◆ **TASK BRIEF**:
The data should be written out in full, exactly as it stands, and the pictures dropped.

Top of DATA BLOCK

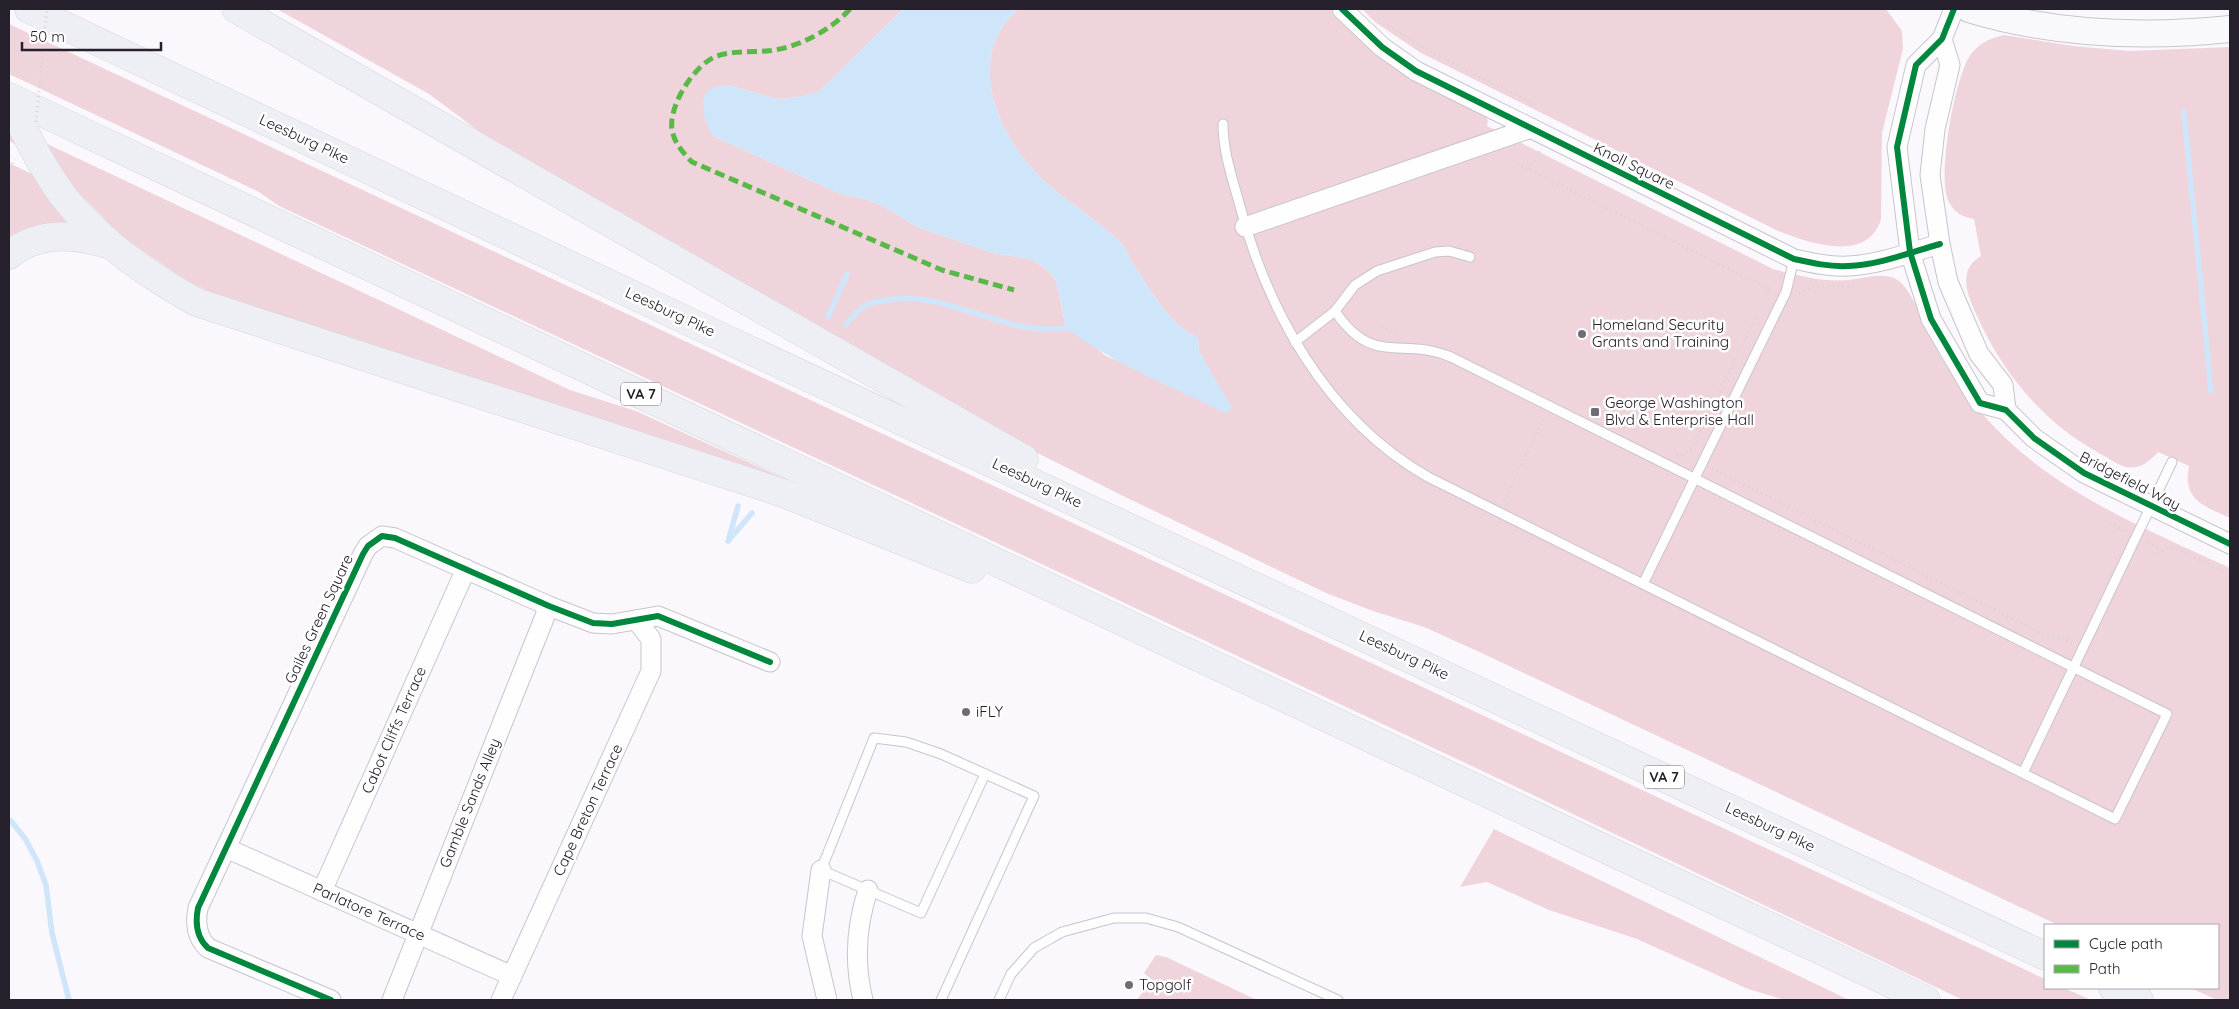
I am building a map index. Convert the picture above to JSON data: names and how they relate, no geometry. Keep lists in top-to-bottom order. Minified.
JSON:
{"streets":{"highway":["Leesburg Pike","VA 7"],"street":["Knoll Square","Bridgefield Way","Gailes Green Square","Cabot Cliffs Terrace","Gamble Sands Alley","Cape Breton Terrace","Parlatore Terrace"]},"crossings":[["Knoll Square","Bridgefield Way"],["Gailes Green Square","Cabot Cliffs Terrace"],["Gailes Green Square","Gamble Sands Alley"],["Gailes Green Square","Cape Breton Terrace"],["Gailes Green Square","Parlatore Terrace"],["Cabot Cliffs Terrace","Parlatore Terrace"],["Gamble Sands Alley","Parlatore Terrace"],["Cape Breton Terrace","Parlatore Terrace"]],"places":{"other":["Homeland Security Grants and Training","iFLY","Topgolf"],"transit":["George Washington Blvd & Enterprise Hall"]},"legend":["Cycle path","Path"],"scale_bar":"50 m"}
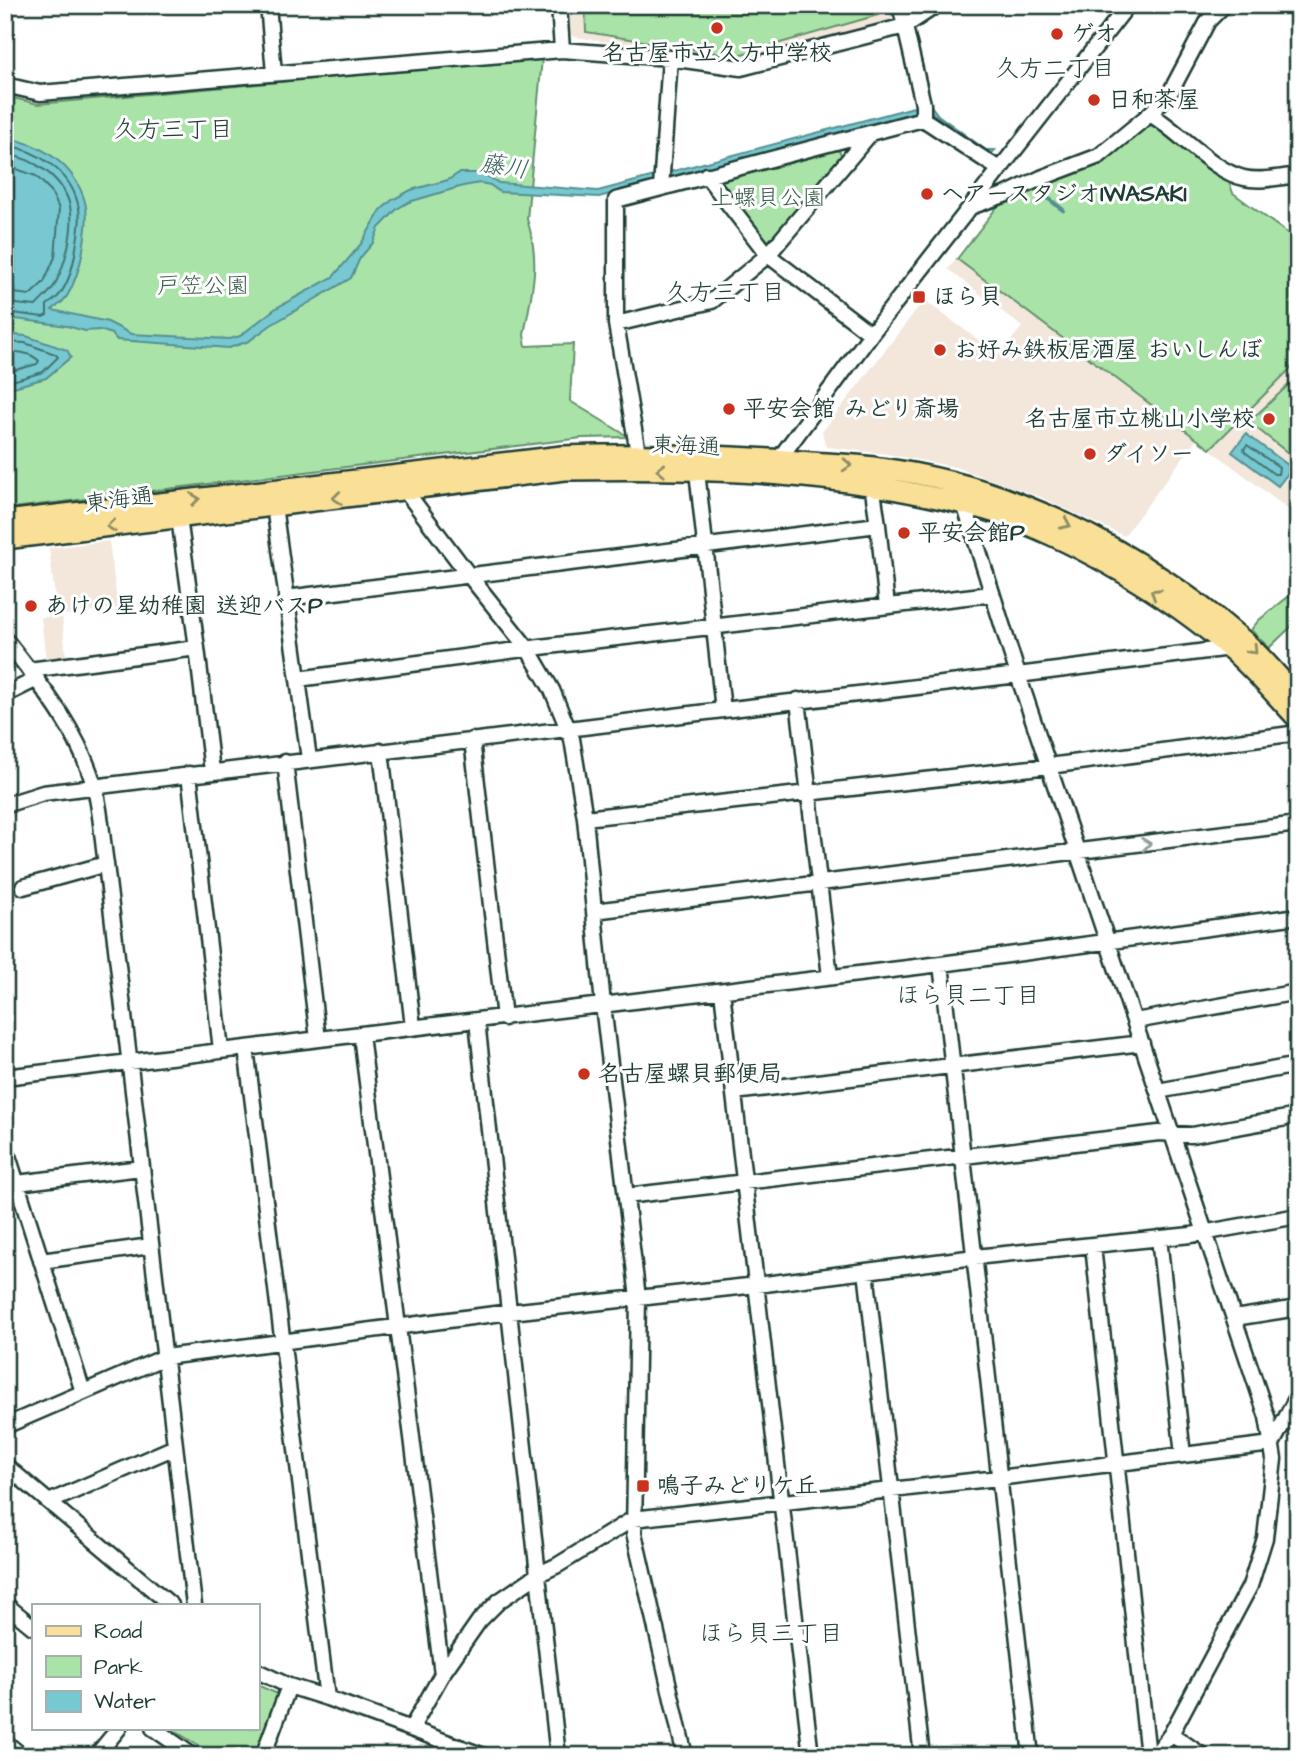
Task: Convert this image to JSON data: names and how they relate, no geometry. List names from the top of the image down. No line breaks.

Bottom of DATA BLOCK

◆ **EXPECTED ANSWER**:
I am building a map index. Convert the picture above to JSON data: names and how they relate, no geometry. Keep lists in top-to-bottom order. Minified.
JSON:
{"streets":{"highway":["Leesburg Pike","VA 7"],"street":["Knoll Square","Bridgefield Way","Gailes Green Square","Cabot Cliffs Terrace","Gamble Sands Alley","Cape Breton Terrace","Parlatore Terrace"]},"crossings":[["Knoll Square","Bridgefield Way"],["Gailes Green Square","Cabot Cliffs Terrace"],["Gailes Green Square","Gamble Sands Alley"],["Gailes Green Square","Cape Breton Terrace"],["Gailes Green Square","Parlatore Terrace"],["Cabot Cliffs Terrace","Parlatore Terrace"],["Gamble Sands Alley","Parlatore Terrace"],["Cape Breton Terrace","Parlatore Terrace"]],"places":{"other":["Homeland Security Grants and Training","iFLY","Topgolf"],"transit":["George Washington Blvd & Enterprise Hall"]},"legend":["Cycle path","Path"],"scale_bar":"50 m"}
Task: Convert this image to JSON data: names and how they relate, no geometry. List names from the top of the image down. No line breaks.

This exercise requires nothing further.